Both are still an outage.

Flounder Nov 19

@mttaggart I feel like all programming languages toe the line between being too permissive and everything breaks or too conservative and nobody uses it. For what it's worth I think rust does a good job striking this balance.

this is cloudflares fault and I really hope no one focuses their "this must never happen again" energy at Rust.

@fl0und3r 100% agreed. This is not a Rust problem and anyone who thinks Rust is supposed to prevent all programmer error misunderstands how programming works

Jippi 🇩🇰Nov 19

@mttaggart think its kinda stretching it to say it was "Buried" - it was highlighted and explained what it did and that it was the issue

Hartmut Seichter Nov 19

@mttaggart love #rust, but as with any programming language there is always an obvious and insanely practical way to shoot yourself in the foot or head or both.

@mttaggart it really was the laziest of lazy, they're literally in a function with an error return option and yolo'ing it with unwrap was sad to see.

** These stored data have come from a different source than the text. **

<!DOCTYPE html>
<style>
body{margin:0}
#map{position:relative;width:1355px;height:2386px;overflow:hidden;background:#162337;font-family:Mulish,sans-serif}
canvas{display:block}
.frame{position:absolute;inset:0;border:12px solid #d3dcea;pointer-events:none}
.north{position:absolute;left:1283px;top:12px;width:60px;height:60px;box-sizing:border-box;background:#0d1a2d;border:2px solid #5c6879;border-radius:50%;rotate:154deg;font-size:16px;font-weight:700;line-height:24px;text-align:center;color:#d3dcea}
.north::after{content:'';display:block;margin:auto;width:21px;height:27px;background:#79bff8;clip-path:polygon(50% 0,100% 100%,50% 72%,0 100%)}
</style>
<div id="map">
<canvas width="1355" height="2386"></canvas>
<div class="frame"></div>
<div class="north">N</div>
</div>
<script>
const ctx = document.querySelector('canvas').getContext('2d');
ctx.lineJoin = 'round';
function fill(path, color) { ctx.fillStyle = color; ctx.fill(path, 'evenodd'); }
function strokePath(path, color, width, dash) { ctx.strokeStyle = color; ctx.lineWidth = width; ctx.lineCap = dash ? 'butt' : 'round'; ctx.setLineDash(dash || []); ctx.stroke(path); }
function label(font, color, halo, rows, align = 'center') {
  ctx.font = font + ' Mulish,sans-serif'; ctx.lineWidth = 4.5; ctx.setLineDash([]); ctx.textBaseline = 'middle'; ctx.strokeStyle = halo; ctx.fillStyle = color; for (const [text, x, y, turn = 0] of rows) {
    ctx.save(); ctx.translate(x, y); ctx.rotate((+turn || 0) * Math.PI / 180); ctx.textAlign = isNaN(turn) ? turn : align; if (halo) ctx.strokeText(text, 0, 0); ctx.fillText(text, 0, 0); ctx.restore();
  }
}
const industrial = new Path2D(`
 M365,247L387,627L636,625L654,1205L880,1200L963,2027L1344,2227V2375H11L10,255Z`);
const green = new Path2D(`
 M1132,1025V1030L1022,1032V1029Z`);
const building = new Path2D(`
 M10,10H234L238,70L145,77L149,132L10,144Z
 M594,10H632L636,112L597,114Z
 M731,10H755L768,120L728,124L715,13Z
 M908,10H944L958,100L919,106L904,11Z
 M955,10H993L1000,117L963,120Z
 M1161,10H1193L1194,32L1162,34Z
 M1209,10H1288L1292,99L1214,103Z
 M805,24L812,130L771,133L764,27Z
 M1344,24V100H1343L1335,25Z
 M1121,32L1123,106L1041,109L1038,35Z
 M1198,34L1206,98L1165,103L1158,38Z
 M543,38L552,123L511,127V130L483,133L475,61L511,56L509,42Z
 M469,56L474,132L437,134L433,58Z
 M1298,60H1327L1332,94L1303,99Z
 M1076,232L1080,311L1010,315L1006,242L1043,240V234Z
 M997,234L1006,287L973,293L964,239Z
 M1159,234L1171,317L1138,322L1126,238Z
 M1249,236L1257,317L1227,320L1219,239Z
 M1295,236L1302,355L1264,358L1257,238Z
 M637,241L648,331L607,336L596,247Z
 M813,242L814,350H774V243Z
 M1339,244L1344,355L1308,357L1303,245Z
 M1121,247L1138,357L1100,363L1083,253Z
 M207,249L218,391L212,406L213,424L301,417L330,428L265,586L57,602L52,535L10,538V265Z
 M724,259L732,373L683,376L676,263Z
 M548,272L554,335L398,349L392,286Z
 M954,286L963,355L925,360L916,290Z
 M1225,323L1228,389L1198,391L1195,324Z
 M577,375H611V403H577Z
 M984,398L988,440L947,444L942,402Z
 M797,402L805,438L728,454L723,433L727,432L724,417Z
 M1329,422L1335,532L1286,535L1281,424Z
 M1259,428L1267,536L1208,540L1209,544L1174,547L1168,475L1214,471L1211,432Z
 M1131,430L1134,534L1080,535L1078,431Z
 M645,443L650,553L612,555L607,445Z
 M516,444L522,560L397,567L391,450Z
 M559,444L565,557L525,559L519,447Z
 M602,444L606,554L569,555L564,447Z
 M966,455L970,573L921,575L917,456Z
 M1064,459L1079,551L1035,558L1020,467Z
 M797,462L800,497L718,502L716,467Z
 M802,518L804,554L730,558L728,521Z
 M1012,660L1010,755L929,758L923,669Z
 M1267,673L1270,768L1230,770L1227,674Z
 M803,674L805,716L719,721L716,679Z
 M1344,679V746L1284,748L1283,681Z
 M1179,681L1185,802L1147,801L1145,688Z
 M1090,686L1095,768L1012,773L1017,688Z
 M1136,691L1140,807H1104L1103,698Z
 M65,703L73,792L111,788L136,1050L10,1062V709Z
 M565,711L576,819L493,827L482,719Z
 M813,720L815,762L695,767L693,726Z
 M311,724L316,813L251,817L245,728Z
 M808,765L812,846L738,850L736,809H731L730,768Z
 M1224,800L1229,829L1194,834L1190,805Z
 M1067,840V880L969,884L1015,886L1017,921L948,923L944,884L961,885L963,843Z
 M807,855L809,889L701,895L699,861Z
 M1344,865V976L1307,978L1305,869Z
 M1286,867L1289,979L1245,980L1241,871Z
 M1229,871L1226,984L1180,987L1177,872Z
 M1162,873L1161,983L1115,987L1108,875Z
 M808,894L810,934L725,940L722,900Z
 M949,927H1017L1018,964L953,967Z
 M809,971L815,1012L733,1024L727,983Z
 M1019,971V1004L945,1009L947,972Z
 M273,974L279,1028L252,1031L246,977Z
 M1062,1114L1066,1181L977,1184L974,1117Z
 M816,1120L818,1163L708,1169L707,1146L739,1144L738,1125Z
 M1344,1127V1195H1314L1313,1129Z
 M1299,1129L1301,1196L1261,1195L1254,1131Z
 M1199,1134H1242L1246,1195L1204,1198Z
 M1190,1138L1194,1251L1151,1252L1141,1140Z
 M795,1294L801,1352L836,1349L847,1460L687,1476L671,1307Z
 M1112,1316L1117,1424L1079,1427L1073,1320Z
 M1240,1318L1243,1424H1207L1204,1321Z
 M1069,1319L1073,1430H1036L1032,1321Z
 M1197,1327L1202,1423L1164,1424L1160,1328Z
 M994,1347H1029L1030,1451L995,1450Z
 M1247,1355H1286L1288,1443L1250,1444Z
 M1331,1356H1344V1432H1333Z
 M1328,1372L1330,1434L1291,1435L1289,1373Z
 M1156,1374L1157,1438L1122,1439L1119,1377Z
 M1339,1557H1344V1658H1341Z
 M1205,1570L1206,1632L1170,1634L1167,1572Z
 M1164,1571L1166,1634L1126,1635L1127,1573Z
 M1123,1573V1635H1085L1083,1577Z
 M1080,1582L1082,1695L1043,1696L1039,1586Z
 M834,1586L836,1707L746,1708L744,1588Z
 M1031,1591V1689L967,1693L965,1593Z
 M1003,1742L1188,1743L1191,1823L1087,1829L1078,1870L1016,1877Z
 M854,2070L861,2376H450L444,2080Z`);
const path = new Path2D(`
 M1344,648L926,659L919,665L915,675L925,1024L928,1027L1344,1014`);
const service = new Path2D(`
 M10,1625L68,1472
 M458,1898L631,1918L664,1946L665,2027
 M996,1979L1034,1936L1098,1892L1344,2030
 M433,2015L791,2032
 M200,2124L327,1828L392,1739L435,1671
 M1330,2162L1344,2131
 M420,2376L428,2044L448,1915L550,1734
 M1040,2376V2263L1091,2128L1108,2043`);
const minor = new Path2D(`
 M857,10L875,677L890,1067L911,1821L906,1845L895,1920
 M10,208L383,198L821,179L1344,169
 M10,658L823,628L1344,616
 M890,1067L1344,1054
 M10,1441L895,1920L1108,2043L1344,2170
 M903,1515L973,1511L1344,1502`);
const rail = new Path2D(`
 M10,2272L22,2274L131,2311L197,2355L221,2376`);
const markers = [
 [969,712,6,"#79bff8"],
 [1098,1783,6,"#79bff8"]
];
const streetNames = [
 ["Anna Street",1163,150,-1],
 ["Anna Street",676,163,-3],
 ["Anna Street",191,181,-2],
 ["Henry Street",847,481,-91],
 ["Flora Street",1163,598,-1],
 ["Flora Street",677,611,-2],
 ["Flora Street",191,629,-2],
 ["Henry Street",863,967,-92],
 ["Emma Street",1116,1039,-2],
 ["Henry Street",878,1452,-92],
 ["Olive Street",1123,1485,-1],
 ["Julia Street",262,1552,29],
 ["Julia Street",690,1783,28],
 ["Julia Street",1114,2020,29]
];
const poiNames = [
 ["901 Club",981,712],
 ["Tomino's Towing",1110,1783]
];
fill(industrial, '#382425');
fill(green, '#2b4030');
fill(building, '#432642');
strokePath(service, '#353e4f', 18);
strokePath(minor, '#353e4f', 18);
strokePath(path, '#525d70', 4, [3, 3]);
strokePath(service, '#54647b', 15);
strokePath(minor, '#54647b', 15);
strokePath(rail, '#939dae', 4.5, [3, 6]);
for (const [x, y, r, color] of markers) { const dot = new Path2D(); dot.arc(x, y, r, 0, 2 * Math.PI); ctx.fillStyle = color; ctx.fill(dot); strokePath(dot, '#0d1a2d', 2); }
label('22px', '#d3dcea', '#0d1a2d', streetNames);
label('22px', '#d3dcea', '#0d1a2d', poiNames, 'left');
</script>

This is why the clippy lints denying usage of it (and expect) in production code are mandatory in my eyes.

Also https://nounwrap.yaleman.org for why I think unwrap should be removed and leave expect for when you really want to panic your code 😃

No Unwrap! - Use expect() Instead

@yaleman Ehh, I think both have their place. I sometimes really want the traceback from unwrap() more than the business logic.

@mttaggart which you can get with RUST_BACKTRACE=1 🤷

Tim van der Lippe Nov 20

@mttaggart we ran into the same issue with @servo where many panics are because of unwrap. We now have an effort to reduce these: https://github.com/servo/servo/issues/40744

Servo should use `unwrap()` less · Issue #40744 · servo/servo

We should gradually phase out our use of unwrap() for graceful error handling or expect(). expect() should only be used for cases where an internal invariant has been violated. All values that go t...

GitHub

gunstick Nov 20

@mttaggart idea for rust environments: a feature one can enable telling that it's in production. Then the program should drop warnings about all the unsafe parts.